WHAT IS BEING ASKED
Nothing outside the range below should be printed. Output exactly the lines from the line with "1768,836 L 1779,909" to the line with "433,864 L 636,864", both included.

Excerpts from a dataset:
######

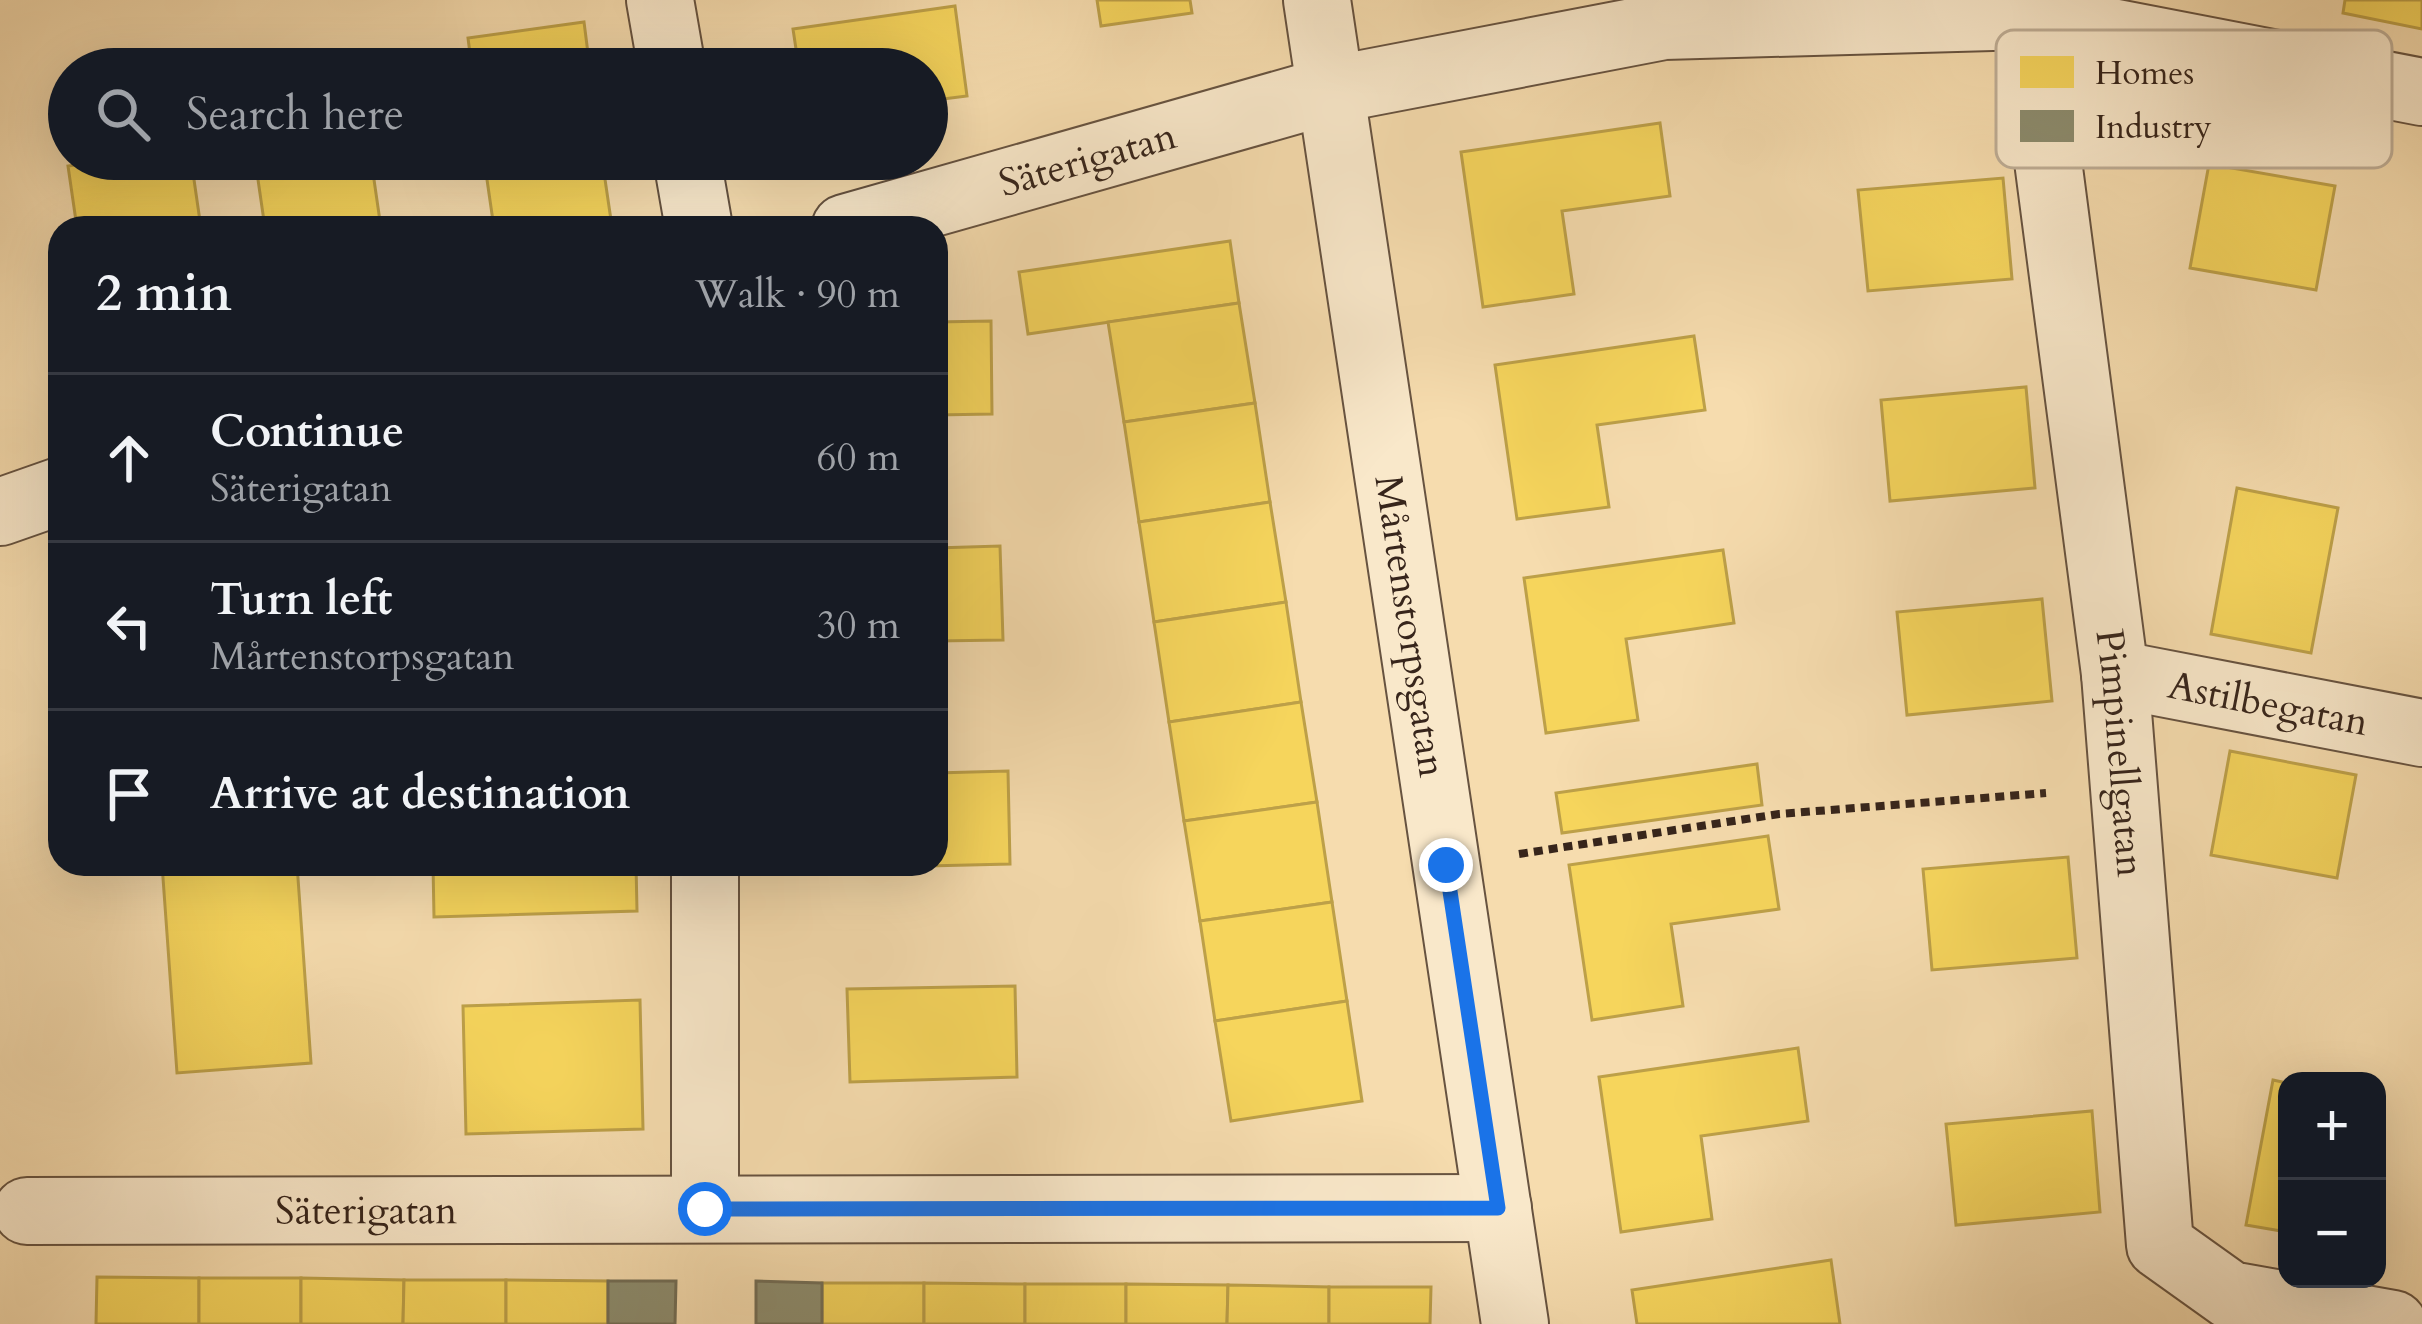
<!DOCTYPE html>
<meta charset="utf-8">
<style>
:root{--surface:#171b24;--page:#20242c;--text:#f1f3f6;--muted:#9ea1a6;--line:#363941}
body{margin:0;font-family:Cardo,serif;background:var(--page);color:var(--text)}
.controls{position:absolute;right:36px;bottom:36px;display:grid;overflow:hidden;border-radius:24px;box-shadow:0 12px 48px #0002}
.controls button{width:108px;height:108px;display:grid;place-items:center;padding:0;border:0;border-bottom:3px solid var(--line);background:var(--surface);color:var(--text);font:60px sans-serif}
.stop{position:absolute;width:36px;height:36px;margin:-27px;border:9px solid #1a73e8;border-radius:50%;background:#fff}
.stop.end{background:#1a73e8;border-color:#fff;box-shadow:0 3px 12px #0008}
.list{margin:0;padding:0;list-style:none}
h2{display:flex;justify-content:space-between;align-items:center;height:156px;margin:0;padding:0 48px;font-size:51px}
h2 small{font-size:39px;font-weight:400;color:var(--muted)}
.list li{display:grid;grid-template-columns:78px 1fr auto;gap:36px;align-items:center;box-sizing:border-box;height:168px;padding:0 48px;border-top:3px solid var(--line)}
.list b{display:block;font-size:45px;white-space:nowrap}
.list p{margin:0;font-size:39px;white-space:nowrap;color:var(--muted)}
.list em{font-size:39px;font-style:normal;color:var(--muted)}
.icon{flex:none;width:66px;height:66px;fill:none;stroke:currentColor;stroke-width:2;stroke-linecap:round;stroke-linejoin:round}
.map{position:relative;flex:none;width:2422px;height:1324px;overflow:hidden}
.search{position:absolute;background:var(--surface);box-shadow:0 12px 48px #0002;left:48px;top:48px;width:900px;height:132px;display:flex;align-items:center;gap:30px;box-sizing:border-box;padding:0 42px;border-radius:66px;color:var(--muted);font-size:45px}
.panel{position:absolute;background:var(--surface);box-shadow:0 12px 48px #0002;left:48px;top:216px;width:900px;height:660px;border-radius:36px}
.map>svg:first-child{display:block}
</style>
<div class="map">
<svg width="2422" height="1324" viewBox="0 0 2422 1324">
<rect width="100%" height="100%" fill="#f6dcae"/>
<filter id="stains"><feTurbulence type="fractalNoise" baseFrequency=".00167" numOctaves="4"/><feColorMatrix values="0 0 0 0 .2 0 0 0 0 .09 0 0 0 0 .02 0 0 0 .5 -.17"/></filter>
<radialGradient id="worn" r=".72"><stop offset=".6" stop-color="#630" stop-opacity="0"/><stop offset="1" stop-color="#630" stop-opacity=".3"/></radialGradient>
<!-- homes -->
<g fill="#f6d55c" stroke="#bda048" stroke-width="3">
<path d="M 1097,0 L 1190,0 L 1192,13 L 1101,26 Z"/>
<path d="M 2345,0 L 2422,0 L 2422,29 L 2343,13 Z"/>
<path d="M 955,6 L 967,96 L 927,101 L 927,69 L 799,69 L 793,29 Z"/>
<path d="M 584,22 L 590,69 L 472,69 L 468,38 Z"/>
<path d="M 1660,123 L 1670,196 L 1562,211 L 1574,294 L 1483,307 L 1461,152 Z"/>
<path d="M 121,159 L 191,159 L 201,228 L 77,228 L 68,166 Z"/>
<path d="M 255,159 L 371,159 L 381,228 L 265,228 Z"/>
<path d="M 484,159 L 602,159 L 611,220 L 549,228 L 494,228 Z"/>
<path d="M 2209,164 L 2335,186 L 2316,290 L 2190,268 Z"/>
<path d="M 2003,178 L 2012,279 L 1868,291 L 1858,190 Z"/>
<path d="M 1230,241 L 1239,303 L 1028,334 L 1019,272 Z"/>
<path d="M 1239,303 L 1255,403 L 1124,422 L 1108,322 Z"/>
<path d="M 991,321 L 992,414 L 936,415 L 936,322 Z"/>
<path d="M 1694,336 L 1705,410 L 1597,425 L 1609,507 L 1517,519 L 1495,365 Z"/>
<path d="M 2026,387 L 2035,488 L 1890,501 L 1881,400 Z"/>
<path d="M 1255,403 L 1270,502 L 1139,522 L 1124,422 Z"/>
<path d="M 2237,488 L 2338,508 L 2311,653 L 2211,634 Z"/>
<path d="M 1270,502 L 1286,602 L 1154,622 L 1139,522 Z"/>
<path d="M 1000,546 L 1003,640 L 936,641 L 936,548 Z"/>
<path d="M 1723,550 L 1734,623 L 1626,639 L 1638,720 L 1546,733 L 1524,578 Z"/>
<path d="M 2042,599 L 2052,701 L 1907,715 L 1897,612 Z"/>
<path d="M 1286,602 L 1301,702 L 1169,722 L 1154,622 Z"/>
<path d="M 1301,702 L 1317,802 L 1184,821 L 1169,722 Z"/>
<path d="M 2230,751 L 2356,775 L 2337,878 L 2211,855 Z"/>
<path d="M 1757,764 L 1762,805 L 1562,833 L 1556,793 Z"/>
<path d="M 1008,771 L 1010,864 L 843,868 L 843,864 L 936,864 L 936,773 Z"/>
<path d="M 1317,802 L 1332,902 L 1200,921 L 1184,821 Z"/>
<path d="M 1768,836 L 1779,909 L 1671,924 L 1683,1006 L 1592,1020 L 1569,865 Z"/>
<path d="M 2068,857 L 2077,958 L 1932,970 L 1923,869 Z"/>
<path d="M 162,864 L 297,864 L 311,1063 L 177,1073 Z"/>
<path d="M 433,864 L 636,864 L 637,911 L 434,917 Z"/>
<path d="M 1332,902 L 1347,1001 L 1215,1021 L 1200,921 Z"/>
<path d="M 1015,986 L 1017,1077 L 850,1082 L 847,989 Z"/>
<path d="M 640,1000 L 643,1129 L 466,1134 L 463,1006 Z"/>
<path d="M 1347,1001 L 1362,1101 L 1231,1121 L 1215,1021 Z"/>
<path d="M 1798,1048 L 1808,1121 L 1701,1136 L 1712,1219 L 1621,1232 L 1599,1077 Z"/>
<path d="M 2273,1080 L 2287,1083 L 2287,1232 L 2246,1225 Z"/>
<path d="M 2092,1111 L 2100,1212 L 1956,1225 L 1946,1124 Z"/>
<path d="M 1831,1260 L 1840,1324 L 1637,1324 L 1632,1290 Z"/>
<path d="M 97,1277 L 199,1278 L 199,1324 L 96,1324 Z"/>
<rect x="199" y="1278" width="102" height="46"/>
<path d="M 301,1278 L 404,1280 L 403,1324 L 301,1324 Z"/>
<path d="M 404,1280 L 506,1280 L 506,1324 L 403,1324 Z"/>
<path d="M 506,1280 L 608,1281 L 608,1324 L 506,1324 Z"/>
<rect x="822" y="1283" width="102" height="41"/>
<path d="M 924,1283 L 1025,1284 L 1025,1324 L 924,1324 Z"/>
<rect x="1025" y="1284" width="101" height="40"/>
<path d="M 1126,1284 L 1228,1285 L 1227,1324 L 1126,1324 Z"/>
<path d="M 1228,1285 L 1329,1287 L 1329,1324 L 1227,1324 Z"/>
<path d="M 1329,1287 L 1431,1287 L 1430,1324 L 1329,1324 Z"/>
</g>
<!-- industry -->
<g fill="#8c8c6e" stroke="#726d55" stroke-width="3">
<path d="M 608,1281 L 676,1281 L 675,1324 L 608,1324 Z"/>
<path d="M 756,1281 L 822,1283 L 822,1324 L 756,1324 Z"/>
</g>
<g fill="none" stroke-linecap="round" stroke-linejoin="round">
<defs>
<g id="minor">
<path d="M 660,0 L 672,69"/>
<path id="s1" d="M 1317,0 L 1515,1324"/>
<path id="s2" d="M 2027,0 L 2115,674 L 2160,1245 L 2230,1295 L 2393,1324"/>
<path d="M 687,159 L 699,228"/>
<path id="s3" d="M 845,228 L 1331,90 L 1664,26 L 2028,16 L 2422,92"/>
<path d="M 0,512 L 60,491"/>
<path id="s4" d="M 2115,674 L 2422,733"/>
<path d="M 705,1209 L 705,864"/>
<path id="s5" d="M 27,1211 L 1498,1208"/>
</g>
</defs>
<!-- minor casing -->
<use href="#minor" stroke="#675340" stroke-width="70"/>
<!-- path -->
<path stroke="#37251b" stroke-width="8" stroke-dasharray="9 6" stroke-linecap="butt" d="M 1519,854 L 1779,814 L 2046,793"/>
<!-- minor -->
<use href="#minor" stroke="#f9e8ca" stroke-width="66"/>
</g>
<g fill="none" stroke-linecap="round" stroke-linejoin="round">
<!-- route -->
<path stroke="#1a73e8" stroke-width="15" d="M 705,1209 L 1498,1208 L 1446,865"/>
</g>
<g text-anchor="middle" dominant-baseline="central" stroke-width="12" stroke-linejoin="round" paint-order="stroke">
<!-- street labels -->
<g font-size="39" fill="#37251b" stroke="#f9e8ca">
<text stroke="none"><textPath href="#s3" startOffset="252">Säterigatan</textPath></text>
<text stroke="none"><textPath href="#s1" startOffset="633">Mårtenstorpsgatan</textPath></text>
<text stroke="none"><textPath href="#s4" startOffset="156">Astilbegatan</textPath></text>
<text stroke="none"><textPath href="#s2" startOffset="759">Pimpinellgatan</textPath></text>
<text stroke="none"><textPath href="#s5" startOffset="339">Säterigatan</textPath></text>
</g>
</g>
<!-- legend -->
<rect x="1996" y="30" width="396" height="138" rx="18" fill="#f9e8ca" stroke="#bfae96" stroke-width="3"/>
<rect x="2020" y="56" width="54" height="32" fill="#f6d55c"/>
<rect x="2020" y="110" width="54" height="32" fill="#8c8c6e"/>
<g font-size="33" fill="#37251b">
<text x="2095" y="84">Homes</text>
<text x="2095" y="138">Industry</text>
</g>
<rect width="100%" height="100%" filter="url(#stains)"/>
<rect width="100%" height="100%" fill="url(#worn)"/>
</svg>
<div class="controls">
<button>+</button>
<button>−</button>
</div>
<div class="stop" style="left:705px;top:1209px"></div>
<div class="stop end" style="left:1446px;top:865px"></div>
<div class="search"><svg class="icon" aria-label="search" viewBox="0 0 24 24"><circle cx="10" cy="10" r="6"/><path d="M15 15l6 6"/></svg>Search here</div>
<section class="panel">
<h2>2 min<small>Walk · 90 m</small></h2>
<ul class="list">
<li><svg class="icon" aria-label="ahead" viewBox="0 0 24 24"><path d="M12 20V5M6 11l6-6 6 6"/></svg><div><b>Continue</b><p>Säterigatan</p></div><em>60 m</em></li>
<li><svg class="icon" aria-label="left" viewBox="0 0 24 24"><path d="M17 20v-9H6M10 6l-5 5 5 5"/></svg><div><b>Turn left</b><p>Mårtenstorpsgatan</p></div><em>30 m</em></li>
<li><svg class="icon" aria-label="arrive" viewBox="0 0 24 24"><path d="M6 21V4h12l-3 4 3 4H6"/></svg><div><b>Arrive at destination</b></div></li>
</ul>
</section>
</div>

######

ANSWER FOR THIS EXERCISE
<path d="M 1768,836 L 1779,909 L 1671,924 L 1683,1006 L 1592,1020 L 1569,865 Z"/>
<path d="M 2068,857 L 2077,958 L 1932,970 L 1923,869 Z"/>
<path d="M 162,864 L 297,864 L 311,1063 L 177,1073 Z"/>
<path d="M 433,864 L 636,864 L 637,911 L 434,917 Z"/>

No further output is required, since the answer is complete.